======== Source material ========

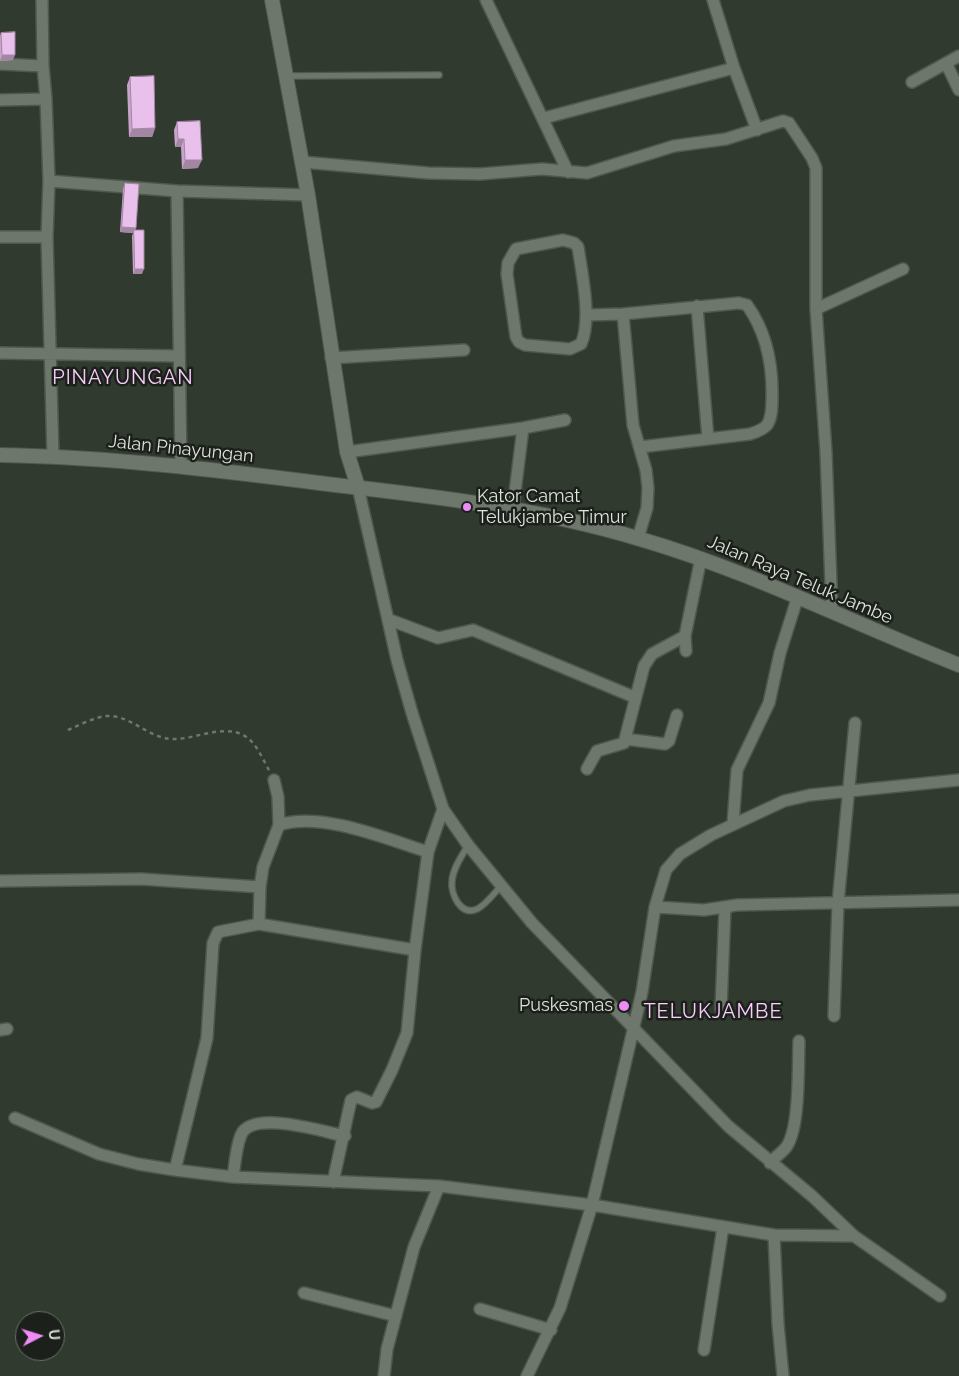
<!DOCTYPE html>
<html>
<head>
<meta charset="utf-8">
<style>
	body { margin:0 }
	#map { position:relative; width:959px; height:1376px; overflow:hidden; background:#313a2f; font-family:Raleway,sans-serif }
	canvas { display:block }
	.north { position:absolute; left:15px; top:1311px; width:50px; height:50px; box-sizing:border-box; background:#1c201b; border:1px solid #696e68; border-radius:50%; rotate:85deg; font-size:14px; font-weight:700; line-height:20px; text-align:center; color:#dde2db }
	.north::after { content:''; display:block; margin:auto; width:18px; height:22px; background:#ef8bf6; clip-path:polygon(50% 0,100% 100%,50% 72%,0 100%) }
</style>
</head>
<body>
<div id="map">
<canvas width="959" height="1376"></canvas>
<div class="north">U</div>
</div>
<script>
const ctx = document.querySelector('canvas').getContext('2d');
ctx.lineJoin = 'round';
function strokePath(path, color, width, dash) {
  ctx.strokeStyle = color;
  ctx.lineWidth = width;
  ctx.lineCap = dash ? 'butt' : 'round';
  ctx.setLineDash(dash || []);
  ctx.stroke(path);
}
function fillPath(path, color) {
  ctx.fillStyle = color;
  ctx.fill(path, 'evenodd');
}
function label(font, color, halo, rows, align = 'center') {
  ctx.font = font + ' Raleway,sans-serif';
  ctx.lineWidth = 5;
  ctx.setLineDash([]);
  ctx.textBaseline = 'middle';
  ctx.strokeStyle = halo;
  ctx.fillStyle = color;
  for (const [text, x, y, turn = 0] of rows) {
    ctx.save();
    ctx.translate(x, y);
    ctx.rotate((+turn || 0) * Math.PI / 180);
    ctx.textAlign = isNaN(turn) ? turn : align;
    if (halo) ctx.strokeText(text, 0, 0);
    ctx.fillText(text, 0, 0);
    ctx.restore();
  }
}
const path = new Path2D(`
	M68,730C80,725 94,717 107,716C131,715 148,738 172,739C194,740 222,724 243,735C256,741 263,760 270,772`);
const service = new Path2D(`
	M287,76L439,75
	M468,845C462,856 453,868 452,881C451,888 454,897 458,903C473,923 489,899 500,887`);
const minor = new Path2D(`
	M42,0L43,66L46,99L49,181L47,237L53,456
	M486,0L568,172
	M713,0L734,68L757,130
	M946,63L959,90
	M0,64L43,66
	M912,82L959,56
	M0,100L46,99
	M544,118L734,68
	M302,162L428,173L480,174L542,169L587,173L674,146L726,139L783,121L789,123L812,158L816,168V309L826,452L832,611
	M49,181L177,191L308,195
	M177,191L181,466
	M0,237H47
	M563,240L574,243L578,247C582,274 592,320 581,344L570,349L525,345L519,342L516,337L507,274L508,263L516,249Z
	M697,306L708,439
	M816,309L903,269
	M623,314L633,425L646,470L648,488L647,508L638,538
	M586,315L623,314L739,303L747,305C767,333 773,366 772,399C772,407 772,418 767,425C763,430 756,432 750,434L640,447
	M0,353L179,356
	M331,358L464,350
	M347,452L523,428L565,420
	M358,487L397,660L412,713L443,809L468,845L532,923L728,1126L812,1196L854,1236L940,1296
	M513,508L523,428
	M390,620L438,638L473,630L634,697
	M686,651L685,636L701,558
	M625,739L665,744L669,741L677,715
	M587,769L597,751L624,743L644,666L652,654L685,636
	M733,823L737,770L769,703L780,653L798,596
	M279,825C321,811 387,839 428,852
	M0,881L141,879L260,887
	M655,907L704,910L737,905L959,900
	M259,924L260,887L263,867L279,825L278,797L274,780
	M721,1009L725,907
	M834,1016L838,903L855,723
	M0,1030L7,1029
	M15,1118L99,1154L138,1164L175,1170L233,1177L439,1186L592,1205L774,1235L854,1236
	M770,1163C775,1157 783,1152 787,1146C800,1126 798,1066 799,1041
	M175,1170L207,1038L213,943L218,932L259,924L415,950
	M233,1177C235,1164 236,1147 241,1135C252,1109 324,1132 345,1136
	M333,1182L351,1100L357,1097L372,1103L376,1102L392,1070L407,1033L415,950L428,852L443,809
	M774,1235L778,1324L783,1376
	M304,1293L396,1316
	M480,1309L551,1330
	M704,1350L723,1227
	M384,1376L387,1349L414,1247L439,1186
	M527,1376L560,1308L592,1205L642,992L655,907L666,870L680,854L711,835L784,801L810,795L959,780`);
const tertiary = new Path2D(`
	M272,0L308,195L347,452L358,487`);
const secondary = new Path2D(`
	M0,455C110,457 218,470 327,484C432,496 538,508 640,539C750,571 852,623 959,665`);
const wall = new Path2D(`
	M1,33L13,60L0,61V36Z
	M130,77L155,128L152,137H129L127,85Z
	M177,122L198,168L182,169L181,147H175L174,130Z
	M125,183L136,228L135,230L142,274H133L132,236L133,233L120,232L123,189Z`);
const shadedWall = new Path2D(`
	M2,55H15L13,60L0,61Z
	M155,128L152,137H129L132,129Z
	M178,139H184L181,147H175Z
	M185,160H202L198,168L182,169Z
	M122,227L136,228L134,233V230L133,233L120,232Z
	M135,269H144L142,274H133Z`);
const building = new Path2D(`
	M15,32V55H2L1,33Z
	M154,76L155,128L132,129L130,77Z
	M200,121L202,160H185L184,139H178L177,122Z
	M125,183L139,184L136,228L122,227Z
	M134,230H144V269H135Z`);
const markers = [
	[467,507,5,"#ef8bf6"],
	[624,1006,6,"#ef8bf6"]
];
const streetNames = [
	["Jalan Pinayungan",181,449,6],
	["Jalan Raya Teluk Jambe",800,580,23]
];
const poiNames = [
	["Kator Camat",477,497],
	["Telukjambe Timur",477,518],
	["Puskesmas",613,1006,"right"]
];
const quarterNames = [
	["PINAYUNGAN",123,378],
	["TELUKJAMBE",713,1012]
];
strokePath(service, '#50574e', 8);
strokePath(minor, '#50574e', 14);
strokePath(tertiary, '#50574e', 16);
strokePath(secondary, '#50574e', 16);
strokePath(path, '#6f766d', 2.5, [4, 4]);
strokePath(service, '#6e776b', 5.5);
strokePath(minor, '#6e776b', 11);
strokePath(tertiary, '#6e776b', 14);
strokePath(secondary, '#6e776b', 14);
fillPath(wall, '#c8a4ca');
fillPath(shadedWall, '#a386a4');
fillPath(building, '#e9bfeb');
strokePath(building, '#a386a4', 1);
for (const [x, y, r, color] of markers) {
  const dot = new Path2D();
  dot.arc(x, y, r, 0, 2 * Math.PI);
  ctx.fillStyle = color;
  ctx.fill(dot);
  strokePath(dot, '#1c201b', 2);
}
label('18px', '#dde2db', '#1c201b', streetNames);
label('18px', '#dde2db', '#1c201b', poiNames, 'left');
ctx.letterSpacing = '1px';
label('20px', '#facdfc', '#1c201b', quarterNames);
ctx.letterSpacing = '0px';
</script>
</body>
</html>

========

--- What you are asked to do ---
No pictures should appear; only the lines from the first line of the records through the line with "function strokePath(path, color, width, dash)", both included, are to be restated word for word.

--- Response to this exercise ---
<!DOCTYPE html>
<html>
<head>
<meta charset="utf-8">
<style>
	body { margin:0 }
	#map { position:relative; width:959px; height:1376px; overflow:hidden; background:#313a2f; font-family:Raleway,sans-serif }
	canvas { display:block }
	.north { position:absolute; left:15px; top:1311px; width:50px; height:50px; box-sizing:border-box; background:#1c201b; border:1px solid #696e68; border-radius:50%; rotate:85deg; font-size:14px; font-weight:700; line-height:20px; text-align:center; color:#dde2db }
	.north::after { content:''; display:block; margin:auto; width:18px; height:22px; background:#ef8bf6; clip-path:polygon(50% 0,100% 100%,50% 72%,0 100%) }
</style>
</head>
<body>
<div id="map">
<canvas width="959" height="1376"></canvas>
<div class="north">U</div>
</div>
<script>
const ctx = document.querySelector('canvas').getContext('2d');
ctx.lineJoin = 'round';
function strokePath(path, color, width, dash) {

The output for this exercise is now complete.